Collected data
=== Begin Enclosure ===
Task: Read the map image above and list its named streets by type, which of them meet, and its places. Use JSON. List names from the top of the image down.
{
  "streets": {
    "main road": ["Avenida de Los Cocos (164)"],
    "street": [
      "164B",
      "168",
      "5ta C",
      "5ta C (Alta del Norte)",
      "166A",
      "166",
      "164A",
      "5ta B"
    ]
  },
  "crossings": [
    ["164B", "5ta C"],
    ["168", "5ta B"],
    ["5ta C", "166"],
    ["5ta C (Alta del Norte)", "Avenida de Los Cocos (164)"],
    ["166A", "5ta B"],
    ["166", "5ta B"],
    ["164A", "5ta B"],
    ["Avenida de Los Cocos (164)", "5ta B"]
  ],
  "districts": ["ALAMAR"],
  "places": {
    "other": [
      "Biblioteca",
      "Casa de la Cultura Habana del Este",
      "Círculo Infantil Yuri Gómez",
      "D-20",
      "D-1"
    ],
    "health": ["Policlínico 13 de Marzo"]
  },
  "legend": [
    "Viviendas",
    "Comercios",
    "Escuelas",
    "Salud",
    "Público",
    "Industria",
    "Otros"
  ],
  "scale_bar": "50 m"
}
=== End Enclosure ===
▶ **About this exercise**: Write the entries out again exactly.

▶ **Expected answer**:
Task: Read the map image above and list its named streets by type, which of them meet, and its places. Use JSON. List names from the top of the image down.
{
  "streets": {
    "main road": ["Avenida de Los Cocos (164)"],
    "street": [
      "164B",
      "168",
      "5ta C",
      "5ta C (Alta del Norte)",
      "166A",
      "166",
      "164A",
      "5ta B"
    ]
  },
  "crossings": [
    ["164B", "5ta C"],
    ["168", "5ta B"],
    ["5ta C", "166"],
    ["5ta C (Alta del Norte)", "Avenida de Los Cocos (164)"],
    ["166A", "5ta B"],
    ["166", "5ta B"],
    ["164A", "5ta B"],
    ["Avenida de Los Cocos (164)", "5ta B"]
  ],
  "districts": ["ALAMAR"],
  "places": {
    "other": [
      "Biblioteca",
      "Casa de la Cultura Habana del Este",
      "Círculo Infantil Yuri Gómez",
      "D-20",
      "D-1"
    ],
    "health": ["Policlínico 13 de Marzo"]
  },
  "legend": [
    "Viviendas",
    "Comercios",
    "Escuelas",
    "Salud",
    "Público",
    "Industria",
    "Otros"
  ],
  "scale_bar": "50 m"
}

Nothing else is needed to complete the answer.